LIVE STREAM tonight, 10 pm ET / 7 pm PT 1/25/18 at https://www.youtube.com/nasajpl/live.
by Pete Russell, 1/25/18
January 31, 1958. A new house cost about $12,750, Old Yeller was popular in theaters, and radios blared At the Hop, Great Balls of Fire and Peggy Sue.
In Cape Canaveral, FL, the countdown began. At 10:48 pm they hollered “lift-off,” and the US was officially in space. Atop a Jupiter-C rocket sat Explorer 1. Explorer 1 was the first successful U.S. satellite, a 30-pound science instrument that would spend 12 years in space.
Next week marks 60 years since that launch, and NASA is celebrating the anniversary with a series of commemorative events. There’s a big kickoff happening tonight, Thursday, Jan. 25, 2018. It’s available streaming live at https://www.youtube.com/nasajpl/live.
The Jupiter-C Rocket
Developed under the direction of the legendary Werner von Braun, the Jupiter-C was based on the Redstone intermediate range ballistic missile (IRBM) design. Originally intended to carry a nuclear warhead, variations on this rocket thankfully found extensive use in space exploration. A later version, the Mercury Redstone, would put the first American astronauts in space.
The Jupiter-C was also known as the Juno-I. The Jupiter-C is a four-stage propulsion system weighing about 64,000 pounds when fully fueled.
The first stage is the primary booster, which comprises the majority of the weight and size of the complete system. It’s about 47 feet high, roughly the height of a five story building. This primary booster is a liquid fuel rocket that burns liquid oxygen mixed with a secondary liquid compound. The rocket produces 83,000 pounds of thrust, providing nearly 20,000 pounds of thrust more than it weighs.

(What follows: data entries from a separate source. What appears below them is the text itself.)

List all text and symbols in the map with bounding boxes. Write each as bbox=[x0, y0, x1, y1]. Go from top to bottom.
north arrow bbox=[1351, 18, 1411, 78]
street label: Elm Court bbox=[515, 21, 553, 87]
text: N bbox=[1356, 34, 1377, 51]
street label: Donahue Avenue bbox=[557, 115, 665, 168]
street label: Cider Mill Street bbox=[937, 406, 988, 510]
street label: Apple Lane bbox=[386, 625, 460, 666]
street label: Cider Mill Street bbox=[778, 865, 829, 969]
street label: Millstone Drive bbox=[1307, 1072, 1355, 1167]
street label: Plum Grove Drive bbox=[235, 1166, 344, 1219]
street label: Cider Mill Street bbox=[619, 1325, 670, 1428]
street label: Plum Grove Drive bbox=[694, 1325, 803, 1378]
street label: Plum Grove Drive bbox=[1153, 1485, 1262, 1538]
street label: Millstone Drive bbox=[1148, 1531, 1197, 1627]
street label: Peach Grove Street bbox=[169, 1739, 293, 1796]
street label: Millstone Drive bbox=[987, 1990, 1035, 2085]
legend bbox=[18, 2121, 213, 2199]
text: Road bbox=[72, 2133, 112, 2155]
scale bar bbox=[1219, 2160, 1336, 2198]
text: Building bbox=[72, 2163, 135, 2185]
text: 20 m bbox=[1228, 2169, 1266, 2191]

The second, third and fourth stages are comprised of clusters of small solid fuel rockets. They all use the same propulsion engine, a scaled down version of the Sergeant rocket. The second stage contains a cluster of 11 rockets, the third stage contains a cluster of three rockets, and the fourth stage contains a single rocket and weighs only 80 pounds.
The Explorer 1 Capsule
The cigar-shaped capsule was built at the Jet Propulsion Laboratory in Pasadena, California, in the years before the JPL joined NASA. At the time of Explorer ones construction, the JPL was a US Army facility in joint operation with Caltech. JPL would be shifted under the NASA umbrella in December 1958.
Explorer 1 would later be called “a watershed moment for the nation that also defined who we are at JPL” by Michael Watkins, current director of JPL.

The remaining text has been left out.